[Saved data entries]
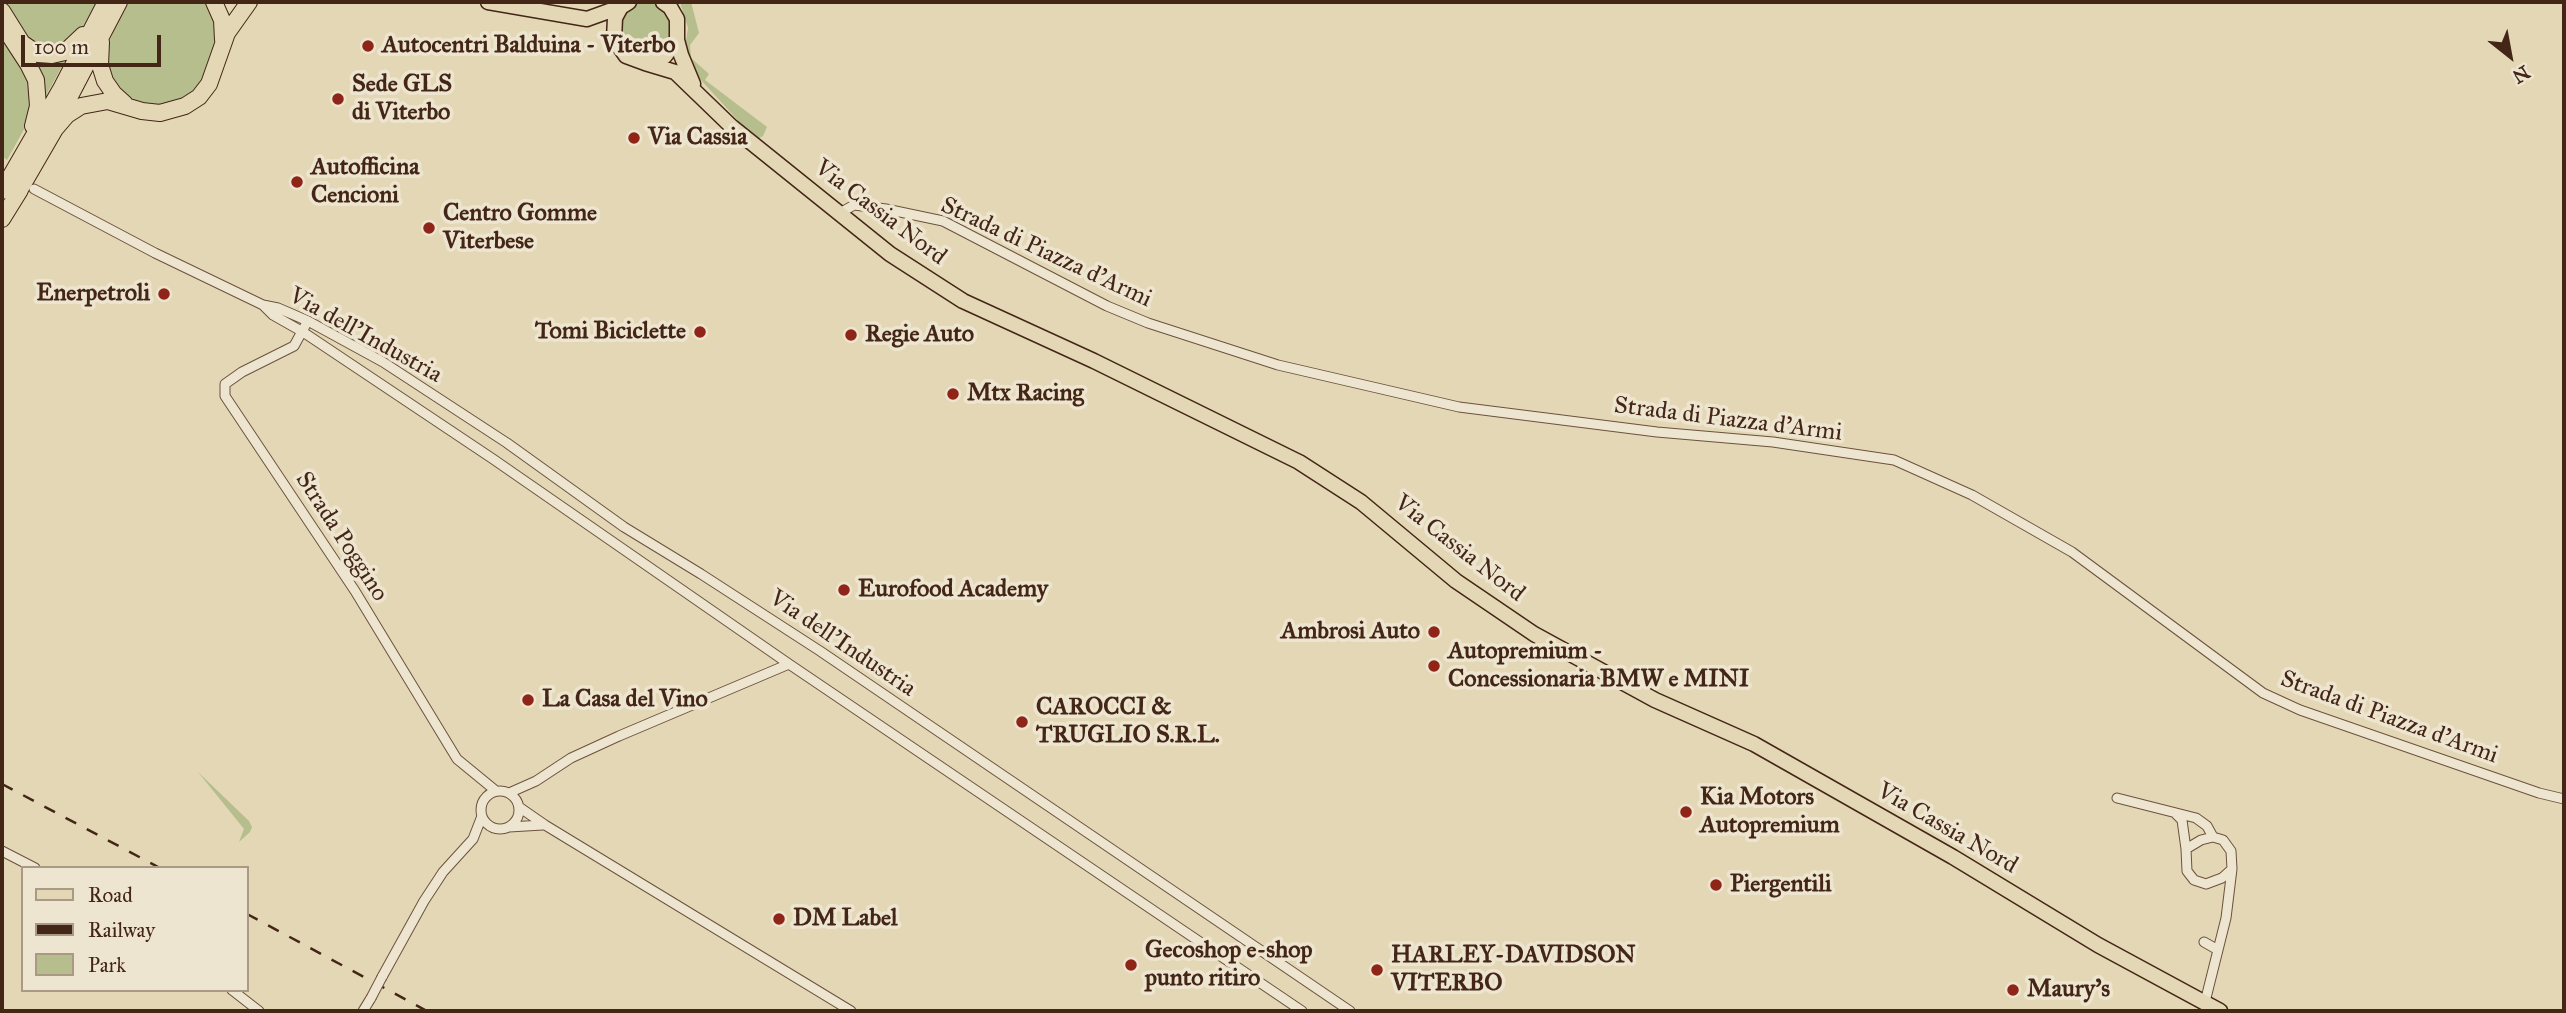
<!DOCTYPE html>
<style>
body{margin:0}
#map{position:relative;width:2566px;height:1013px;overflow:hidden;background:#e3d7b5;font-family:"IM FELL Great Primer",serif}
canvas{display:block}
.frame{position:absolute;inset:0;border:4px solid #442617;pointer-events:none}
.legend{position:absolute;left:21px;top:866px;width:228px;height:126px;box-sizing:border-box;background:#ede5cf;border:2px solid #a99985;margin:0;padding:9px 12px;list-style:none;font-size:21px;color:#442617}
.legend li{display:flex;align-items:center;gap:14px;height:35px}
.legend b{width:35px;border:2px solid #a99985}
.north{position:absolute;left:2475px;top:21px;width:70px;height:70px;-webkit-text-stroke:5px #ede5cf;paint-order:stroke;rotate:149deg;font-size:19px;font-weight:700;line-height:28px;text-align:center;color:#442617}
.north::after{content:'';display:block;margin:auto;width:24px;height:32px;background:#442617;clip-path:polygon(50% 0,100% 100%,50% 72%,0 100%)}
.scale{position:absolute;left:21px;top:35px;width:140px;height:32px;box-sizing:border-box;border:4px solid #442617;border-top:0;padding-left:9px;font-size:21px;line-height:24px;white-space:nowrap;color:#442617;-webkit-text-stroke:5px #ede5cf;paint-order:stroke}
</style>
<div id="map">
<canvas width="2566" height="1013"></canvas>
<div class="frame"></div>
<ul class="legend">
<li><b style="height:9px;background:#e3d7b5"></b>Road</li>
<li><b style="height:9px;background:#442617"></b>Railway</li>
<li><b style="height:19px;background:#b5be8c"></b>Park</li>
</ul>
<div class="north">N</div>
<div class="scale">100 m</div>
</div>
<script>
const ctx = document.querySelector('canvas').getContext('2d');
ctx.lineJoin = 'round';
function fill(path, color) {
  ctx.fillStyle = color;
  ctx.fill(path, 'evenodd');
}
function toPath(rows) {
  const path = new Path2D();
  for (const r of rows) {
    if (r.length === 3) {
      path.moveTo(r[0] + r[2], r[1]);
      path.arc(r[0], r[1], r[2], 0, 2 * Math.PI);
      continue;
    }
    path.moveTo(r[0], r[1]);
    for (let i = 2; i < r.length; i += 2) path.lineTo(r[i], r[i + 1]);
  }
  return path;
}
function strokePath(path, color, width, dash) {
  ctx.strokeStyle = color;
  ctx.lineWidth = width;
  ctx.lineCap = dash ? 'butt' : 'round';
  ctx.setLineDash(dash || []);
  ctx.stroke(path);
}
function label(font, color, halo, rows, align = 'center') {
  ctx.font = font + ' "IM FELL Great Primer",serif';
  ctx.lineWidth = 7;
  ctx.setLineDash([]);
  ctx.textBaseline = 'middle';
  ctx.strokeStyle = halo;
  ctx.fillStyle = color;
  for (const [text, x, y, turn = 0] of rows) {
    ctx.save();
    ctx.translate(x, y);
    ctx.rotate((+turn || 0) * Math.PI / 180);
    ctx.textAlign = isNaN(turn) ? turn : align;
    if (halo) ctx.strokeText(text, 0, 0);
    ctx.fillText(text, 0, 0);
    ctx.restore();
  }
}
const green = toPath([
 [4,2,98,2,82,28,66,44,45,49,30,42,6,10],
 [126,2,207,2,214,15,218,41,204,81,189,98,160,107,127,100,106,72,109,42],
 [646,2,658,5,670,17,673,36,663,52,638,57,620,41,621,17,635,4],
 [680,2,691,2,699,33,690,45,691,58,709,74,705,80,767,127,763,136,757,139,743,126,689,67,684,53,688,28],
 [2,34,24,67,32,89,28,122,7,160,2,156],
 [30,55,68,55,43,101],
 [198,772,249,821,252,827,250,832,239,842,244,829]
]);
const street = toPath([
 [34,189,155,253,263,305,278,308,308,321,383,362,507,443,624,527,701,574,820,651,1350,1011],
 [840,213,854,205,886,209,943,221,1107,306,1148,323,1278,365,1459,407,1657,432,1773,442,1894,460,1972,495,2072,552,2263,693,2300,710,2539,793,2564,799],
 [264,306,273,315,303,332,493,459,789,664,1302,1011],
 [305,326,294,346,242,372,225,384,225,396,355,591,457,759,496,791],
 [500,810,19],
 [509,793,536,781,571,758,619,736,789,664],
 [2117,798,2196,818,2207,826,2213,837],
 [519,807,545,825,851,1011],
 [2176,814,2182,820,2186,849],
 [509,827,543,825],
 [2,851,35,868],
 [2204,942,2218,950],
 [382,977,424,901,443,872,473,839,482,816],
 [232,990,259,1011],
 [2205,1002,2226,918,2232,869,2231,851,2223,840,2213,837,2201,840,2186,849,2187,871,2194,880,2206,884,2222,878,2232,869],
 [363,1011,371,998]
]);
const primary = toPath([
 [488,2,587,19,623,6],
 [629,2,621,7,615,18,614,39,626,56,645,63,665,56,677,40,677,19,670,7,663,2],
 [677,40,681,55,693,84],
 [645,63,675,72,732,127,890,254,963,301,1094,361,1299,462,1361,502,1456,581,1534,634,1655,700,1754,744,1953,857,2098,945,2220,1011]
]);
const highway = toPath([
 [214,2,222,20,223,40],
 [2,11,22,43,38,54,52,55,65,52,83,35],
 [2,24,28,64,36,80,38,106,33,126],
 [101,42,100,65,105,81,114,94,125,104],
 [59,117,119,2],
 [2,191,62,87,106,2],
 [15,198,55,129,67,115,81,106,108,101,142,111,160,113,185,106,199,97,209,84,227,33,249,2],
 [2,219,20,190]
]);
const rail = toPath([
 [2,784,160,868],
 [247,914,427,1011]
]);
const streetBridge = toPath([
 [371,998,382,977]
]);
const markers = [
 [368,46,7,"#8f2418"],
 [338,99,7,"#8f2418"],
 [634,138,7,"#8f2418"],
 [297,182,7,"#8f2418"],
 [429,228,7,"#8f2418"],
 [164,294,7,"#8f2418"],
 [700,332,7,"#8f2418"],
 [851,335,7,"#8f2418"],
 [953,394,7,"#8f2418"],
 [844,590,7,"#8f2418"],
 [1434,632,7,"#8f2418"],
 [1434,666,7,"#8f2418"],
 [528,700,7,"#8f2418"],
 [1022,722,7,"#8f2418"],
 [1686,812,7,"#8f2418"],
 [1716,885,7,"#8f2418"],
 [779,919,7,"#8f2418"],
 [1131,965,7,"#8f2418"],
 [1377,970,7,"#8f2418"],
 [2013,990,7,"#8f2418"]
];
const poiNames = [
 ["Autocentri Balduina - Viterbo",382,46],
 ["Sede GLS",352,85],
 ["di Viterbo",352,113],
 ["Via Cassia",648,138],
 ["Autofficina",311,168],
 ["Cencioni",311,196],
 ["Centro Gomme",443,214],
 ["Viterbese",443,242],
 ["Enerpetroli",150,294,"right"],
 ["Tomi Biciclette",686,332,"right"],
 ["Regie Auto",865,335],
 ["Mtx Racing",967,394],
 ["Eurofood Academy",858,590],
 ["Ambrosi Auto",1420,632,"right"],
 ["Autopremium -",1448,652],
 ["Concessionaria BMW e MINI",1448,680],
 ["La Casa del Vino",542,700],
 ["CAROCCI &",1036,708],
 ["TRUGLIO S.R.L.",1036,736],
 ["Kia Motors",1700,798],
 ["Autopremium",1700,826],
 ["Piergentili",1730,885],
 ["DM Label",793,919],
 ["Gecoshop e-shop",1145,951],
 ["punto ritiro",1145,979],
 ["HARLEY-DAVIDSON",1391,956],
 ["VITERBO",1391,984],
 ["Maury's",2027,990]
];
const streetNames = [
 ["Via Cassia Nord",880,213,37],
 ["Strada di Piazza d'Armi",1046,253,25],
 ["Via dell'Industria",365,336,29],
 ["Strada di Piazza d'Armi",1728,420,7],
 ["Strada Poggino",341,537,57],
 ["Via Cassia Nord",1459,549,38],
 ["Via dell'Industria",842,644,34],
 ["Strada di Piazza d'Armi",2389,718,20],
 ["Via Cassia Nord",1947,829,30]
];
fill(green, '#b5be8c');
strokePath(street, '#6c523e', 11);
strokePath(primary, '#442617', 17);
strokePath(highway, '#442617', 18);
strokePath(street, '#ede5cf', 9);
strokePath(primary, '#e3d7b5', 14);
strokePath(highway, '#e3d7b5', 16);
strokePath(rail, '#442617', 2.5, [12, 12]);
strokePath(streetBridge, '#6c523e', 11, []);
strokePath(streetBridge, '#ede5cf', 9);
for (const [x, y, r, color] of markers) {
  const dot = new Path2D();
  dot.arc(x, y, r, 0, 2 * Math.PI);
  ctx.fillStyle = color;
  ctx.fill(dot);
  strokePath(dot, '#ede5cf', 2.5);
}
label('bold 24px', '#442617', '#ede5cf', poiNames, 'left');
label('24px', '#442617', '#ede5cf', streetNames);
</script>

THE PROBLEM:
Across the entries above, work out how many lines include the string "setLineDash", and report only that figure.

TASK ANSWER:
2